WARNING: Per https://www.illumos.org/issues/14526 and personal and community practice, it seems that "slow reboot" for illumos VMs on QEMU-6.x (and DigitalOcean) misbehaves and hangs, the virtual hardware is not power-cycled. A power-off/on cycle through UI (and probably REST API) does work. Other kernels are not impacted, it seems.

Wondering if there are QEMU HW watchdogs on DO...

UPDATE: It took about 2 hours for rebooting... to take place in fact. At least, it would not be stuck for eternity in case of unattended crashes...

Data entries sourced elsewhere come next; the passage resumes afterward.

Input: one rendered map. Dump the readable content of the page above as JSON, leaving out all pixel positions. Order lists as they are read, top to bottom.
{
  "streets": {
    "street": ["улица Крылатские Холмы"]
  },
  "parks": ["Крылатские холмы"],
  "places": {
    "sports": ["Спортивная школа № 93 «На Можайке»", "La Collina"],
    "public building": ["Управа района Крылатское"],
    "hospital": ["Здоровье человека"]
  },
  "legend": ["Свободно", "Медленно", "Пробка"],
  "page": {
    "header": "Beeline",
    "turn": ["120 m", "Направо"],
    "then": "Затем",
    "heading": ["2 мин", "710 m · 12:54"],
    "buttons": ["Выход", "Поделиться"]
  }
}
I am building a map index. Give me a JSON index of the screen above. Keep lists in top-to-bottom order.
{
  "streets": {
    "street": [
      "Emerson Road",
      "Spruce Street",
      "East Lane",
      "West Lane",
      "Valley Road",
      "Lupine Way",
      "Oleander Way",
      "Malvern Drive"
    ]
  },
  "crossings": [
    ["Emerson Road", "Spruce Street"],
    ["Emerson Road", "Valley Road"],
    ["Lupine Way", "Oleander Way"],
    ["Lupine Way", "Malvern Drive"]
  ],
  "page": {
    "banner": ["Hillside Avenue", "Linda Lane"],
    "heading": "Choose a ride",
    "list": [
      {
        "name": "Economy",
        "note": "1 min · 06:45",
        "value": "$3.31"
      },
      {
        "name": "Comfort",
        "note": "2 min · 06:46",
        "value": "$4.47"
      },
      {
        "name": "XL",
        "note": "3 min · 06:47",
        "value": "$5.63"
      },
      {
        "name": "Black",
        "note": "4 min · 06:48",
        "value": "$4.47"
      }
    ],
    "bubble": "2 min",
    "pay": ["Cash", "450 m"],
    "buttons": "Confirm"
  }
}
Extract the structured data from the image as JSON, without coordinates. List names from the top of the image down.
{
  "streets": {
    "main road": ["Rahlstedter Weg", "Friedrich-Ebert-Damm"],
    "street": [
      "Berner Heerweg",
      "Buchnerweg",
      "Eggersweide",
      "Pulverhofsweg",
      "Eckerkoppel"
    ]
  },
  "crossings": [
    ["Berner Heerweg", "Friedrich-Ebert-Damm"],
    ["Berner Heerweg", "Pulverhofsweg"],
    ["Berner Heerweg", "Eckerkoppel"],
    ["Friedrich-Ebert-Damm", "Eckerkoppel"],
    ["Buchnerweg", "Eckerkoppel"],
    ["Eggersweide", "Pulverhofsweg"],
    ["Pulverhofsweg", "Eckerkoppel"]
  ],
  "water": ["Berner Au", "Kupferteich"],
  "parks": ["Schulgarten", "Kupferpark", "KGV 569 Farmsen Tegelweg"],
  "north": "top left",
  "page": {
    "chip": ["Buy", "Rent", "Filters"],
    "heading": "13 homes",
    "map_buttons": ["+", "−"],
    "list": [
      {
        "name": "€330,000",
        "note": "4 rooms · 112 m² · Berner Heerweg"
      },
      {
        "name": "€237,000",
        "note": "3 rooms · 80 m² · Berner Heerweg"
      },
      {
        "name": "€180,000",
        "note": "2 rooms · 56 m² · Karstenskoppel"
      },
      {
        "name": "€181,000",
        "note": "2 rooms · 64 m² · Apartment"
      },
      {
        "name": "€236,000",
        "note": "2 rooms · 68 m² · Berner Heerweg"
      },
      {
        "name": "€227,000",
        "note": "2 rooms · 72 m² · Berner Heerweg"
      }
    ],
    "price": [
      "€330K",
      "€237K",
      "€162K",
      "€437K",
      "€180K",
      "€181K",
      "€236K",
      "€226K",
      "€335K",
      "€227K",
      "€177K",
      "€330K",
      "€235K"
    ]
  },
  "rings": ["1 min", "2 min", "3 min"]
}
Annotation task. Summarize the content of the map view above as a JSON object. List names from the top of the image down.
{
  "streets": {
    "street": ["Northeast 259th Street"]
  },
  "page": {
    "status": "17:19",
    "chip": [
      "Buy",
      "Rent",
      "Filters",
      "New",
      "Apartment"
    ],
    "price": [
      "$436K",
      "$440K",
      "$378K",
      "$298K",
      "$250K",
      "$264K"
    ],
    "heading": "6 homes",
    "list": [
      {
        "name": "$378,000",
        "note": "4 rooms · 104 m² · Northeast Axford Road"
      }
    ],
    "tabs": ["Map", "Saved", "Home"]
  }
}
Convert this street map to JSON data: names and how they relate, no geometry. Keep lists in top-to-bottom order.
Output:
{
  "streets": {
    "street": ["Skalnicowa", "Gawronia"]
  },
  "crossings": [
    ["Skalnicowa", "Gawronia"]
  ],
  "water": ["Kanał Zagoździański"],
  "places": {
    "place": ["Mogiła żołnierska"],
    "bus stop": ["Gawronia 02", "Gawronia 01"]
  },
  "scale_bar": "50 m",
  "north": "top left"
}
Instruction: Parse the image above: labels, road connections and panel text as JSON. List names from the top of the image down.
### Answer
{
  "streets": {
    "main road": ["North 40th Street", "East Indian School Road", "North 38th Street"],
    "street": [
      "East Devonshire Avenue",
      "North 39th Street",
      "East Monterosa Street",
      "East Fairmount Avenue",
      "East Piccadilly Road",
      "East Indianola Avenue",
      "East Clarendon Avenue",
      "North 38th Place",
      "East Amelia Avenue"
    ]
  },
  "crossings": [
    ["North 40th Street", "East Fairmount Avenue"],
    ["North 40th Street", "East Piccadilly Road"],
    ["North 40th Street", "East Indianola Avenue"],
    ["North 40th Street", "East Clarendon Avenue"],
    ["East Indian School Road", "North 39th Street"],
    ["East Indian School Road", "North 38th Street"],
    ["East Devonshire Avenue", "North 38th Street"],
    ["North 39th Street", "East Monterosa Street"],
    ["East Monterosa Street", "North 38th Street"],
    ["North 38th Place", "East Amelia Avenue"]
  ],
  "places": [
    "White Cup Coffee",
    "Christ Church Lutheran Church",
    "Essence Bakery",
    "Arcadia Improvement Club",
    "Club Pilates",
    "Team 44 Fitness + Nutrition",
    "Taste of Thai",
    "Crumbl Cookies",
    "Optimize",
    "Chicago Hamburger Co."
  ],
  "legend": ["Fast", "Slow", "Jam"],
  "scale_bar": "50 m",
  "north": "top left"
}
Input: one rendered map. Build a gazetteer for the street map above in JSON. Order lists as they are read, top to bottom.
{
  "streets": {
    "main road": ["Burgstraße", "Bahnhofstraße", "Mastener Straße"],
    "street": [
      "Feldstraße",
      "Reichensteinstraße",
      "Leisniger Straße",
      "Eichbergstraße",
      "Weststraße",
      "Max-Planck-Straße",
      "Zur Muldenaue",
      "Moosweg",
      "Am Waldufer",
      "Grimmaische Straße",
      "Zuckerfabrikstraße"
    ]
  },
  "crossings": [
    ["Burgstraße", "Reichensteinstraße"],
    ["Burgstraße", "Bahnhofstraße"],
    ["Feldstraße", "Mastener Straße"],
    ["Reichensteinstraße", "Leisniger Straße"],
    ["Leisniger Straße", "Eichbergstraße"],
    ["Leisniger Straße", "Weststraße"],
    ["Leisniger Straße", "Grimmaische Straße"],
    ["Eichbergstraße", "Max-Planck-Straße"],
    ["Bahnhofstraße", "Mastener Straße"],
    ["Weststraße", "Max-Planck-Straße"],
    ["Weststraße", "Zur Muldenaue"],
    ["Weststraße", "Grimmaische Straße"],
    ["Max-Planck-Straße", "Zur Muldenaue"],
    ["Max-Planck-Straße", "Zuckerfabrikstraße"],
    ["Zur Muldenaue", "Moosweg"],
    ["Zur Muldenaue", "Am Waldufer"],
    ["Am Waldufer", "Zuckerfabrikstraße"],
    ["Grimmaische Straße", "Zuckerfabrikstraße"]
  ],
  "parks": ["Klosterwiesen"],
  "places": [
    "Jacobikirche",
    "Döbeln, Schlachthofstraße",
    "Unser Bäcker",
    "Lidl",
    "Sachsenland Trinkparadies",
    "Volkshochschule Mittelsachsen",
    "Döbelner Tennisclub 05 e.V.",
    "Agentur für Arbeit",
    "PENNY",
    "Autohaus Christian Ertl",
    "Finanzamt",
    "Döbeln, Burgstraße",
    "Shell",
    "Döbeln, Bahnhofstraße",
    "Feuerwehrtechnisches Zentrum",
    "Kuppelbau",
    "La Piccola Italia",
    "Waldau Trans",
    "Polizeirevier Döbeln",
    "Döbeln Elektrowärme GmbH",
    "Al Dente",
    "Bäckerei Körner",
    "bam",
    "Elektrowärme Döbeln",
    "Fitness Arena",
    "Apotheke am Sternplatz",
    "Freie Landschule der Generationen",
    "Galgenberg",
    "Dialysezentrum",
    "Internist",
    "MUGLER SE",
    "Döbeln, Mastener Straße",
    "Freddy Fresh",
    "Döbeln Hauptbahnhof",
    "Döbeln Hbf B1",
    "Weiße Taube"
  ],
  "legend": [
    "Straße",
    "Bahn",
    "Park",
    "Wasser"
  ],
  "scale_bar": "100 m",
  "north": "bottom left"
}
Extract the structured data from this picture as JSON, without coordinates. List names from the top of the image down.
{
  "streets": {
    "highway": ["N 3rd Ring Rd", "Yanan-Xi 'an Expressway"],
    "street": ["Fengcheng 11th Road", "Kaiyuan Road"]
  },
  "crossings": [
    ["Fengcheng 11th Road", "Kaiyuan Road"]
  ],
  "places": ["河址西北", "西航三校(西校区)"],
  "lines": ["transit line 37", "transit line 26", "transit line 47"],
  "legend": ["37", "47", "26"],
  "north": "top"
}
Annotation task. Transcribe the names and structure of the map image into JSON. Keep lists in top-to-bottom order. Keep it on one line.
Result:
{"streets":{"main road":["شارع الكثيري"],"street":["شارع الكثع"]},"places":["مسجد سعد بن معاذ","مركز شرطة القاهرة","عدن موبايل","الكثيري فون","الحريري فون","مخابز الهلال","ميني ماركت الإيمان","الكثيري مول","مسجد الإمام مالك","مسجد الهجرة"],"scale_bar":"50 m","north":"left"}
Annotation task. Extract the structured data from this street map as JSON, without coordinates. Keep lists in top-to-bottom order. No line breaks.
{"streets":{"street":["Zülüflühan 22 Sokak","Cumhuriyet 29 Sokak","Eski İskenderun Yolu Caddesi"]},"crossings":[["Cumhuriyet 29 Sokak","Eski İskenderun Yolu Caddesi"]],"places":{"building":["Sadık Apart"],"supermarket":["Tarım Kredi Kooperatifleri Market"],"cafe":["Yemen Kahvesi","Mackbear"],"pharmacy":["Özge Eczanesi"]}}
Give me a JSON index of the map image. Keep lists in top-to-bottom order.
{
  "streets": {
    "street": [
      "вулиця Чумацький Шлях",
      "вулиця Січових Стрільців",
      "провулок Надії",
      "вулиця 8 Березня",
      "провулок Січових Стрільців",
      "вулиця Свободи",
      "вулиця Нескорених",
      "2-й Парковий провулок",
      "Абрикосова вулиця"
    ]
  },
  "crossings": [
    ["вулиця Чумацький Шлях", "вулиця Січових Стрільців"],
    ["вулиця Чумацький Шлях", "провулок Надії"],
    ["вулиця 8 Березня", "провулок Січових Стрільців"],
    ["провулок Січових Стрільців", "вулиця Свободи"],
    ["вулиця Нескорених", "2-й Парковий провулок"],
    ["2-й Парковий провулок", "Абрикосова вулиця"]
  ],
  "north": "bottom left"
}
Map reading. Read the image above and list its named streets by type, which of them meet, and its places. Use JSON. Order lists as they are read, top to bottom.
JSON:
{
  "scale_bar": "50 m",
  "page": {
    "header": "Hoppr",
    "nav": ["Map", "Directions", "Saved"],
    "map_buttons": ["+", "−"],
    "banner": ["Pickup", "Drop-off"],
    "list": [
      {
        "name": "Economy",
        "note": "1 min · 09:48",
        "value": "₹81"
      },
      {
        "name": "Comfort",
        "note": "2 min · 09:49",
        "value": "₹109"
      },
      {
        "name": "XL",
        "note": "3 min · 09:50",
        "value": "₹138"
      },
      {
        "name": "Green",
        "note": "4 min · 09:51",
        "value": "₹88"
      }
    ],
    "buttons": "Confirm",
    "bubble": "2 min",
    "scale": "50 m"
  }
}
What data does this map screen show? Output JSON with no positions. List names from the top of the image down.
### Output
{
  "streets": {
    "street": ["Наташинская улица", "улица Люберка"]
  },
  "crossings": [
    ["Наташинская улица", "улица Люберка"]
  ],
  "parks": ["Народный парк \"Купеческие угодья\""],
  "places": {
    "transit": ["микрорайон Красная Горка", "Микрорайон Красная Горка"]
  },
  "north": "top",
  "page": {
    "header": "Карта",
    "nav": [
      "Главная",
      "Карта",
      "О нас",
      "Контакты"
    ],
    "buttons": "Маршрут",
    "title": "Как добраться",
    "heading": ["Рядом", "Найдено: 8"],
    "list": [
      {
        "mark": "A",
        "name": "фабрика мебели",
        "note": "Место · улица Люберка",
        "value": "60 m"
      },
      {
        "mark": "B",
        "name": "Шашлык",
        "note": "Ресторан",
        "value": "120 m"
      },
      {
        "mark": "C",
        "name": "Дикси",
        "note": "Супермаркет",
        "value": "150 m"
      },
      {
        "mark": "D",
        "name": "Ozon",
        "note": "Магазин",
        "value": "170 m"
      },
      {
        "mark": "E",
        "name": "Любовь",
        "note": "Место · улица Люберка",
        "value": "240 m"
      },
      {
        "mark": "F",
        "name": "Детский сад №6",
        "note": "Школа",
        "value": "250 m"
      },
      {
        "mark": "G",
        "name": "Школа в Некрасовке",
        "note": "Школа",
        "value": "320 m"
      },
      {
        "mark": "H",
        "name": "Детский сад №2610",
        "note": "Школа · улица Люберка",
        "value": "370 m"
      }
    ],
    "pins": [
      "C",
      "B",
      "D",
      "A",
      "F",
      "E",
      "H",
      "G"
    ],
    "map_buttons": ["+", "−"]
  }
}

jimklimov commented 9 months ago

The metadata-agent seems buildable and installable, logged the SSH keys on console after service manifest import.

jimklimov commented 9 months ago

As of this writing, the NUT CI Jenkins controller runs on DigitalOcean - and feels a lot snappier in browsing and SSH management. The older Fosshost VMs are alive and used as its build agents (just the container with the old production Jenkins controller is not auto-booting anymore); with holidays abound it may take time to have them replicated onto DO.

The Jenkins SSH Build Agent setups involved here were copied on the controller (as XML files) and updated to tap into the different "host" and "port" (so that the original definitions can in time be used for replicas on DO), and due to trust settings - the ~jenkins/.ssh/known_hosts on the new controller had to be updated with the "new" remote system fingerprints. Otherwise it went smooth.

Similarly, existing Jenkins swarm agents from community PCs had to be taught the new DNS name (some had it in /etc/hosts) but otherwise connected OK.

jimklimov commented 9 months ago

Another limitation seen with "custom images" is that IPv6 is not offered to those VMs.

Generally all VMs get random (hopefully persistent) public IPv4 addresses from various subnets; it is possible to also request an interconnect VLAN for one's VMs co-located in same data center and have it attached (with virtual IP addresses) to another vioifX interface on each of your VMs: it is supposed to be faster and free (regarding traffic quotas). For the Jenkins controller which talks to the world (and enjoys an off-hosting backup at a maintainer's home server) having substantial monthly traffic quota is important. For builders (hosted on DO) that would primarily talk to the controller in the common VLAN - not so much (just OS upgrades?)

Another note regards pricing: resources that "exist" are billed, whether they run or not (e.g. turned-off VMs still reserve CPU/RAM to be able to run on demand, dormant storage for custom images is used even if they are not active filesystems, etc.). The hourly prices are for resources spawned and destroyed within a month. After a monthly-rate total price for the item is reached, it is applied instead.

jimklimov commented 9 months ago

Spinning up the Debian-based Linux builder (with many containers for various Linux systems) with ZFS, to be consistent across the board, was an adventure.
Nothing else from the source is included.